Im Hof roch es nach warmem Brot. Die Nachbarn winkten. Alle waren nett. Und alle waren ein bisschen aufgeregt, denn Frau Sommer wollte nachher Trauben-Saft machen. Dafür hatte sie ein kleines Weidenkörbchen mit blauen Trauben gefüllt.
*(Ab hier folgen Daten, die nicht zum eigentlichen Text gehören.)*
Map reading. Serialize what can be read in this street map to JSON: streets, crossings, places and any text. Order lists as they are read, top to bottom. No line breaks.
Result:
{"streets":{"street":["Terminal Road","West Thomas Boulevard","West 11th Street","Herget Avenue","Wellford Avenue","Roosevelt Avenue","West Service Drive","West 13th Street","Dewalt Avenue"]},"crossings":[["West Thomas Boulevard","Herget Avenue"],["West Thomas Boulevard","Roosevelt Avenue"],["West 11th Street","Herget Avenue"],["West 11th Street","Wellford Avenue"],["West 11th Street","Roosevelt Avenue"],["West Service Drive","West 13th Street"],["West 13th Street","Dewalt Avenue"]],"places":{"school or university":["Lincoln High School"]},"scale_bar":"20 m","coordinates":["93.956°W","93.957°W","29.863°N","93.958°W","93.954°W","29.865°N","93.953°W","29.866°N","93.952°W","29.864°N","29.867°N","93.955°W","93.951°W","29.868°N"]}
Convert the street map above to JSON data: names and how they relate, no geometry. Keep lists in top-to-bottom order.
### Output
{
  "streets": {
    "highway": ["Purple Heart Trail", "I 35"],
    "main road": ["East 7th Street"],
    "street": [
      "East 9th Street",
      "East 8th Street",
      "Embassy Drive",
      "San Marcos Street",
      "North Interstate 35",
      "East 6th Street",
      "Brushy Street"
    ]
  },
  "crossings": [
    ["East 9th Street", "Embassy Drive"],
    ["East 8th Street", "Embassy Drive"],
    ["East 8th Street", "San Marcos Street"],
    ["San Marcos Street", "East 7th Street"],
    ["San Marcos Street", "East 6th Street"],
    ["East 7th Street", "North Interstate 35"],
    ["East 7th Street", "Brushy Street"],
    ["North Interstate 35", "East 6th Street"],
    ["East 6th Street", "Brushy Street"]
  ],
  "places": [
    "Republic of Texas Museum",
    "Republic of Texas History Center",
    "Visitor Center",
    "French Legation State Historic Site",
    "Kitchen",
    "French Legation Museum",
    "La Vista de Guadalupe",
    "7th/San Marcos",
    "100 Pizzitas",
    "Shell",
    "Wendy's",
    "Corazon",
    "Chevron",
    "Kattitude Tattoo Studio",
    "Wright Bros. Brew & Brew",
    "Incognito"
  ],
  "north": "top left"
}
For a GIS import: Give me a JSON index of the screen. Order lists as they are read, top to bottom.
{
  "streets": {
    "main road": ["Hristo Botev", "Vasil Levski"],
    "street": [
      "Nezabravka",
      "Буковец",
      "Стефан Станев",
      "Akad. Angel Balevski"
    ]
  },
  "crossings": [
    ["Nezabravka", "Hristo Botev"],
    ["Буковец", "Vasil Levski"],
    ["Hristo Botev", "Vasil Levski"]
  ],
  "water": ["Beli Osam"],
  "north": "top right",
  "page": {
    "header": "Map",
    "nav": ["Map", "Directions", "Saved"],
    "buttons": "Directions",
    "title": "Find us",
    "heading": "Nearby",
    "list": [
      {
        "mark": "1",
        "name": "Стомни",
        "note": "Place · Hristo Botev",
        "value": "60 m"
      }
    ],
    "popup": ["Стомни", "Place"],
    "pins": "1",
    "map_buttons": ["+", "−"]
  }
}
„Mila!“, rief Frau Sommer. „Mein Körbchen ist weg! Es stand eben noch auf der Bank.“
Mila stellte sich ganz gerade hin. „Keine Sorge. Ich kann suchen.“
Der Postbote Herr Lenz kratzte sich am Kopf. „Vielleicht hat es der Wind weggepustet?“
„Ein Körbchen kann nicht einfach laufen“, sagte Mila ernst. Dann lächelte sie. „Aber wir finden es. Erst mal ruhig atmen.“
Alle atmeten einmal tief ein und aus. Mila fühlte sich sofort wie eine echte Detektivin.
„Ich stelle Fragen“, sagte Mila. „Wer hat das Körbchen zuletzt gesehen?“
Frau Sommer zeigte auf die Bank. „Ich habe es hingestellt. Dann habe ich kurz drinnen Wasser geholt. Als ich zurückkam, war es weg.“
Mila kniete sich hin. Neben der Bank lagen kleine, runde Flecken. Dunkelviolett.
„Saftflecken!“, flüsterte Mila. „Eine Spur.“
Sie drehte sich zu den Nachbarn. „Kommt mit. Aber langsam. Detektivarbeit ist leise.“
Mitte: Spuren bis zum Weinberg
Mila folgte den Flecken wie kleinen Punkten auf einem unsichtbaren Weg. Erst über den Hof. Dann am Gartenzaun entlang.
„Guck mal“, sagte Mila zu ihrem Freund Tom, der neben ihr lief. „Die Flecken gehen nach links. Richtung Weinberg.“
Tom staunte. „Zu den Reben? Da war ich noch nie so nah dran.“
Hinter den Häusern begann der kleine Hang. Dort standen die Rebstöcke in Reihen, wie grüne Schirme. Blätter raschelten im Wind. Es roch süß und frisch.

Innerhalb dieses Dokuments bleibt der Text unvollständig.